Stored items
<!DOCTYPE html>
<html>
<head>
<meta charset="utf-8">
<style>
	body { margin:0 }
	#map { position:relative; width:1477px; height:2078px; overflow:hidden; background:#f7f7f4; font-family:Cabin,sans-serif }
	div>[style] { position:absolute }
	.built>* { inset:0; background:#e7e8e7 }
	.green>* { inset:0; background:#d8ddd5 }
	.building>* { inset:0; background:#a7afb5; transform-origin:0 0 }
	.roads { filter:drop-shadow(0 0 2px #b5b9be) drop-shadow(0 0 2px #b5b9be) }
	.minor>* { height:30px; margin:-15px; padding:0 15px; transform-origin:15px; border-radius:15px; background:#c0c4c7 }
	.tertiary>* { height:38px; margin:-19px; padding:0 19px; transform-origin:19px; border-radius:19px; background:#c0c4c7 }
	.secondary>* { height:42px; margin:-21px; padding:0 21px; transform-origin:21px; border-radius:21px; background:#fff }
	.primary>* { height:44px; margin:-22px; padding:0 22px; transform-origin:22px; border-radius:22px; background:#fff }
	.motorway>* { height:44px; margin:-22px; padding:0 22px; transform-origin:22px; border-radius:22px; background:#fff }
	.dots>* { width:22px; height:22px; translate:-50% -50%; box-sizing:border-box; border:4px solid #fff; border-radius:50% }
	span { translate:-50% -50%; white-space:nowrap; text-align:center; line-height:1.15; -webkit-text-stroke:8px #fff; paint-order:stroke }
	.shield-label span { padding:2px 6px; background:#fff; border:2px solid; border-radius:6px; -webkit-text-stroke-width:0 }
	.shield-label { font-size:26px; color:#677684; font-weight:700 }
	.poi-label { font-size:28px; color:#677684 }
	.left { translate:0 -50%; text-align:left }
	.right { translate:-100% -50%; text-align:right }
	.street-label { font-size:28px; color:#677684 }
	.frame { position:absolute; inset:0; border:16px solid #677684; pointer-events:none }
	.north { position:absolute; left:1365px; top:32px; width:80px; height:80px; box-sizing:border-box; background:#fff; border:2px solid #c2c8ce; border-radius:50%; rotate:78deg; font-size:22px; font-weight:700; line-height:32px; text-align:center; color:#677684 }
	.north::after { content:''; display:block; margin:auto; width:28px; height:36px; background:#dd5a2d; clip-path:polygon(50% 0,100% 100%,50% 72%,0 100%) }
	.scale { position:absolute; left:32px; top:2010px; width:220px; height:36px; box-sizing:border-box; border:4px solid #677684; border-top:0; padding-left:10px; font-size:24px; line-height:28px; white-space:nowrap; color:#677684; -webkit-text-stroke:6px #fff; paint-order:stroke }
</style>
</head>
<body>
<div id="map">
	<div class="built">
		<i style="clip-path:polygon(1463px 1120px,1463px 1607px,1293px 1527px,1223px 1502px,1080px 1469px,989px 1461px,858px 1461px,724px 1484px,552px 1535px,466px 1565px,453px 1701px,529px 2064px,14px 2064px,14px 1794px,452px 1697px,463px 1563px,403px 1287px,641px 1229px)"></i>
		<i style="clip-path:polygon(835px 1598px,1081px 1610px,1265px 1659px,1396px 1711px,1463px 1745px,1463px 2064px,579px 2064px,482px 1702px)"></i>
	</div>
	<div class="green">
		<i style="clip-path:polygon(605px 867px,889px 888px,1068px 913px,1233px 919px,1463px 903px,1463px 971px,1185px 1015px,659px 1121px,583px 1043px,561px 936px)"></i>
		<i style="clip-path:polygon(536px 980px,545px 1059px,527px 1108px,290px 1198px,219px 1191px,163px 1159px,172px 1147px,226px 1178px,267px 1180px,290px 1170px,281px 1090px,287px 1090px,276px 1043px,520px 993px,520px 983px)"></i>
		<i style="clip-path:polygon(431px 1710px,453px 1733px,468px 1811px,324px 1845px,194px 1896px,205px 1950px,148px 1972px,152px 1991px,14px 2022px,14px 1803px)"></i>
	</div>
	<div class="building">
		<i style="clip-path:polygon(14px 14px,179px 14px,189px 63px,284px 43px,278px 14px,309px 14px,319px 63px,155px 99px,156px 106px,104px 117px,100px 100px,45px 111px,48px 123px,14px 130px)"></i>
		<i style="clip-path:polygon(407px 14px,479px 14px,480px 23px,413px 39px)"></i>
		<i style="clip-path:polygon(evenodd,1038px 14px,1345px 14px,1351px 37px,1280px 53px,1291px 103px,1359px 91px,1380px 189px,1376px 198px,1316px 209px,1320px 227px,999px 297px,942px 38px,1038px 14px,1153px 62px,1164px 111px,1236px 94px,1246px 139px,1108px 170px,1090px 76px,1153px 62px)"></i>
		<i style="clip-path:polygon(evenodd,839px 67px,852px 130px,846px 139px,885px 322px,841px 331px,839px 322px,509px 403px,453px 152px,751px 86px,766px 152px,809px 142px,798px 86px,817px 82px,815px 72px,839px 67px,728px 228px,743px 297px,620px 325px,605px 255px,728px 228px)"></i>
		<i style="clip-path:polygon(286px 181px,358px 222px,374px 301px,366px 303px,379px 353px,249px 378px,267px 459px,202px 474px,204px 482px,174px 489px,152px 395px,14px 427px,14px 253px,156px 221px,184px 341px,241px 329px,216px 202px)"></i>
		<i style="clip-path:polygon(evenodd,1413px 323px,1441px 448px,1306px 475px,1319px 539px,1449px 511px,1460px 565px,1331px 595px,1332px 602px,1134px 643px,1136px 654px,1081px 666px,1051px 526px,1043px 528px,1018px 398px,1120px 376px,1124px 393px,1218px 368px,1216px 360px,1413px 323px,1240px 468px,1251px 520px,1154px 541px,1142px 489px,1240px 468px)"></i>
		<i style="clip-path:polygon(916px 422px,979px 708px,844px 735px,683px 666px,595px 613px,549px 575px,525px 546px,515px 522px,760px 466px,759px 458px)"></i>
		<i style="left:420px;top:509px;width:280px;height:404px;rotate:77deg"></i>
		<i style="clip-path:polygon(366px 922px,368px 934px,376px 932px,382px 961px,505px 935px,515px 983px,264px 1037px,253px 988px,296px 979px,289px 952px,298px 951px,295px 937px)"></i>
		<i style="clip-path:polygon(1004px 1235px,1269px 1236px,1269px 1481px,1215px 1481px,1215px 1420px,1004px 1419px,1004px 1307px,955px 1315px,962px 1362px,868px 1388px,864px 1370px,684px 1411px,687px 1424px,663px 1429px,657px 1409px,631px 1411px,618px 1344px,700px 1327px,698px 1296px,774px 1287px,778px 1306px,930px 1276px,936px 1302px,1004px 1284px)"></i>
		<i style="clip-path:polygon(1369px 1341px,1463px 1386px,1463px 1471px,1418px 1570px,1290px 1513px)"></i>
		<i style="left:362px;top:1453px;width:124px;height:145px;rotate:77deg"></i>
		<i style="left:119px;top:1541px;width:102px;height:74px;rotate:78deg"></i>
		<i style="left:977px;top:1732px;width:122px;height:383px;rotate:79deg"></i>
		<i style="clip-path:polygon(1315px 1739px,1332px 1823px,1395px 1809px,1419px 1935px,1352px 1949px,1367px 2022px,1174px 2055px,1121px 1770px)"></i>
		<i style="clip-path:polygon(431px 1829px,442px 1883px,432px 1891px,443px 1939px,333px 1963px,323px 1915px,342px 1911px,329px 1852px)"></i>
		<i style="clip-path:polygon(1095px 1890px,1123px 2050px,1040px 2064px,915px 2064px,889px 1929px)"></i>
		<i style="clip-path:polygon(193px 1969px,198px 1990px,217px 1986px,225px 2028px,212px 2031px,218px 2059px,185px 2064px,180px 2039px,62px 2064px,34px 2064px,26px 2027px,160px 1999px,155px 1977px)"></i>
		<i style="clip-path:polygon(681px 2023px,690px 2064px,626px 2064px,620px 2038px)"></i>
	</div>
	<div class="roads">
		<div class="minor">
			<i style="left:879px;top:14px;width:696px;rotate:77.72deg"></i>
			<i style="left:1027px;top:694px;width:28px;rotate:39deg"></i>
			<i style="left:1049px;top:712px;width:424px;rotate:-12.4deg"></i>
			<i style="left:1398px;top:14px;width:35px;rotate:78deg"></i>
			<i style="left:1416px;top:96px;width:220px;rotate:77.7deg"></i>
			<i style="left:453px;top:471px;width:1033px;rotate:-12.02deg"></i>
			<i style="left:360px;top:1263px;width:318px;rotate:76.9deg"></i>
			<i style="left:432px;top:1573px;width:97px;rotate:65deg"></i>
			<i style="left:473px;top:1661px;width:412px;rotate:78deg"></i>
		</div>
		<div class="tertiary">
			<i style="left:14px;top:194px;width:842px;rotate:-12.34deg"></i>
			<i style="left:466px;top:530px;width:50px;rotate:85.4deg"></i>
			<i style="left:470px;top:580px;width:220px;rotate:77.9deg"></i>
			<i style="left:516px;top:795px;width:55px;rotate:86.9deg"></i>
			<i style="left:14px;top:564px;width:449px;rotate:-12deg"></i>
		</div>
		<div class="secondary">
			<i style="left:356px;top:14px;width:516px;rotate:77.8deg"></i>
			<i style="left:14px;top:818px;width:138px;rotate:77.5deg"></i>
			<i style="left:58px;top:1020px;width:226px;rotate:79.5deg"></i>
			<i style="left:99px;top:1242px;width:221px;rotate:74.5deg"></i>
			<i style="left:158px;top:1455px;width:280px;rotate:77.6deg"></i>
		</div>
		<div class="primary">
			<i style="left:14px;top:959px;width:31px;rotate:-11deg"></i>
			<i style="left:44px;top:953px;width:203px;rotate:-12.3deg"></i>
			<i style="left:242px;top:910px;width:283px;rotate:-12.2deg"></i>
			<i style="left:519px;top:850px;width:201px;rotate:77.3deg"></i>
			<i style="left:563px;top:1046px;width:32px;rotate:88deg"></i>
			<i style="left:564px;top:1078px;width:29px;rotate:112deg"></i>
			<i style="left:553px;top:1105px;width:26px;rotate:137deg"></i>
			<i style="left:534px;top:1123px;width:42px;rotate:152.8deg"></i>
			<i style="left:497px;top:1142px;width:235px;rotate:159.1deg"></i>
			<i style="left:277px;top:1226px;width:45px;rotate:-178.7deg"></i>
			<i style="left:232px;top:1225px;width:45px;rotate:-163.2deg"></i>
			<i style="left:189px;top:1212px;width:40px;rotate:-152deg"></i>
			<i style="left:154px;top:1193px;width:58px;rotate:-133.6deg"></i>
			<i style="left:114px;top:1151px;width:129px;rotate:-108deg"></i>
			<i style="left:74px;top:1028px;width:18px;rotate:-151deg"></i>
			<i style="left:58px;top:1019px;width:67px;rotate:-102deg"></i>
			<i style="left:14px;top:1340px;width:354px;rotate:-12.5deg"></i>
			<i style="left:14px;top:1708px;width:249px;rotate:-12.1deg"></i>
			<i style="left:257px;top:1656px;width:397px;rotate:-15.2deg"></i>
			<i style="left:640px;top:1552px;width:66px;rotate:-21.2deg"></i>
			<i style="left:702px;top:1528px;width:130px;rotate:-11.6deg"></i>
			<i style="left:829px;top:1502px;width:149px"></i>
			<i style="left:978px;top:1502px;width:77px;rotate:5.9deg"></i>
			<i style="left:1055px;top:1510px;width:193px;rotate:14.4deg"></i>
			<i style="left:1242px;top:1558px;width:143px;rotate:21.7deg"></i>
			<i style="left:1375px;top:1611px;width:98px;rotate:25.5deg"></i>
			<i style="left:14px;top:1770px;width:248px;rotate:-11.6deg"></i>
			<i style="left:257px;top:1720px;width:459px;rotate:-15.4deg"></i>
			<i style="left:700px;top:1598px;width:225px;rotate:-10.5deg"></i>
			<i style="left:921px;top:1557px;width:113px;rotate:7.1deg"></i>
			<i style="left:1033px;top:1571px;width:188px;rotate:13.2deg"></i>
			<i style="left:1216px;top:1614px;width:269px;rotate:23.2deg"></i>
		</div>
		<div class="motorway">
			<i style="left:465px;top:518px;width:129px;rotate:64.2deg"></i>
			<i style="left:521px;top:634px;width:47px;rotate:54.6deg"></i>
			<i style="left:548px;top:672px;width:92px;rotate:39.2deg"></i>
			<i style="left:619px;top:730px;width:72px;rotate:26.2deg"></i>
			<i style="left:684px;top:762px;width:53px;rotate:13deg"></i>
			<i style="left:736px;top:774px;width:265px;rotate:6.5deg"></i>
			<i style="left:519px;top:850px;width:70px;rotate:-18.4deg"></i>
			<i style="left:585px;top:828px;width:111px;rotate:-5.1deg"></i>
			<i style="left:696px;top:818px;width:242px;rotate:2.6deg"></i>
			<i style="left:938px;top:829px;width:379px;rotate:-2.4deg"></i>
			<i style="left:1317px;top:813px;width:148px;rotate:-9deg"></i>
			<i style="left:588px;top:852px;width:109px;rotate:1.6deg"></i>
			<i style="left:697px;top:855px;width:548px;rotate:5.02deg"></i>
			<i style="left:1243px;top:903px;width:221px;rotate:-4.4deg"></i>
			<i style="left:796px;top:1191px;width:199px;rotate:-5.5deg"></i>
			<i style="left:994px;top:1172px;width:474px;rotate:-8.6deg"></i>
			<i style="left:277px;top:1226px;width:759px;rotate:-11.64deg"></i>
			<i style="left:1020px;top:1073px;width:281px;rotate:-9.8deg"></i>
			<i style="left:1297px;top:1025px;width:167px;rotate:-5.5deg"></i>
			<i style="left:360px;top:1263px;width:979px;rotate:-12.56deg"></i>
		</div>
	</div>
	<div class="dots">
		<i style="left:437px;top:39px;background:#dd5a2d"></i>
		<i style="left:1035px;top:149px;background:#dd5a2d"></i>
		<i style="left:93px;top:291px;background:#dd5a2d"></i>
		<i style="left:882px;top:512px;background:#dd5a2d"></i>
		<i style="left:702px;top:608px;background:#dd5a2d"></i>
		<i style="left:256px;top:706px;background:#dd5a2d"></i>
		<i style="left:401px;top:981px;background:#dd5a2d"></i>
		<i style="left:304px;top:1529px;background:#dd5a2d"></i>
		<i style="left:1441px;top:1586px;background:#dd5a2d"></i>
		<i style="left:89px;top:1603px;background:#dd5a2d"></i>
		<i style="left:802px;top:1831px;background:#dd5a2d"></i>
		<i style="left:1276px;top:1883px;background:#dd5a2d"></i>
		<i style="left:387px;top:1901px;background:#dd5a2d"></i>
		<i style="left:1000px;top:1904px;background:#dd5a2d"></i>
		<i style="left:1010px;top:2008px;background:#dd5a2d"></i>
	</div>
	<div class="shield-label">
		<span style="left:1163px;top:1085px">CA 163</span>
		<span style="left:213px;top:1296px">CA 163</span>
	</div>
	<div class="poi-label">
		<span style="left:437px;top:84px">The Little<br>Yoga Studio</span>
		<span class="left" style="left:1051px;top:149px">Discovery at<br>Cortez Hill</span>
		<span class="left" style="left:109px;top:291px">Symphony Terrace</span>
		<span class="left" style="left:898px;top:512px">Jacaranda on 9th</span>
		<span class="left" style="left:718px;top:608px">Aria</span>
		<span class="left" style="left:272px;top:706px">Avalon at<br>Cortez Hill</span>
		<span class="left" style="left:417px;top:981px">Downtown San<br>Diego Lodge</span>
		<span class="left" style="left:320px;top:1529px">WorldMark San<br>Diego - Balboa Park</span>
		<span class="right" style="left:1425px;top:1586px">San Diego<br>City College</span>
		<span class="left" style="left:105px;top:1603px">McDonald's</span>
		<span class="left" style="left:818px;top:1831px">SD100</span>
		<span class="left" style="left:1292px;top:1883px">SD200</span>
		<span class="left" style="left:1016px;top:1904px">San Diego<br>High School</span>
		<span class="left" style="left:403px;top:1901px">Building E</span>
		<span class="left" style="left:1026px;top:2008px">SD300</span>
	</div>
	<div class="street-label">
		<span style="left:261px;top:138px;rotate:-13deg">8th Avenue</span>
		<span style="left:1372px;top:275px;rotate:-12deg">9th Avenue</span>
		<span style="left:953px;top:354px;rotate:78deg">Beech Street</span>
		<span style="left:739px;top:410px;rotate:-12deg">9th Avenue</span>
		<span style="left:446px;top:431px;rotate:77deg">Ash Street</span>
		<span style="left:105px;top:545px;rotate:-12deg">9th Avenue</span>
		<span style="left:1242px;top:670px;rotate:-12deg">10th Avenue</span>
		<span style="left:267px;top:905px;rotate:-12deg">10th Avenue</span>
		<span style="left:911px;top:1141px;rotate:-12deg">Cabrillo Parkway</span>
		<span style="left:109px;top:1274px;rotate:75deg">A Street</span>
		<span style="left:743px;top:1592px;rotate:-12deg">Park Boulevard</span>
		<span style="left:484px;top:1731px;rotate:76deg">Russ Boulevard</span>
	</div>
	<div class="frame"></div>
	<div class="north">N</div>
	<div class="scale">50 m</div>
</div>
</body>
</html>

Your goal
Restate verbatim the first line above and all lines after it through the line containing "filter:drop-shadow(0 0 2px"; omit the rest.

Result of the exercise
<!DOCTYPE html>
<html>
<head>
<meta charset="utf-8">
<style>
	body { margin:0 }
	#map { position:relative; width:1477px; height:2078px; overflow:hidden; background:#f7f7f4; font-family:Cabin,sans-serif }
	div>[style] { position:absolute }
	.built>* { inset:0; background:#e7e8e7 }
	.green>* { inset:0; background:#d8ddd5 }
	.building>* { inset:0; background:#a7afb5; transform-origin:0 0 }
	.roads { filter:drop-shadow(0 0 2px #b5b9be) drop-shadow(0 0 2px #b5b9be) }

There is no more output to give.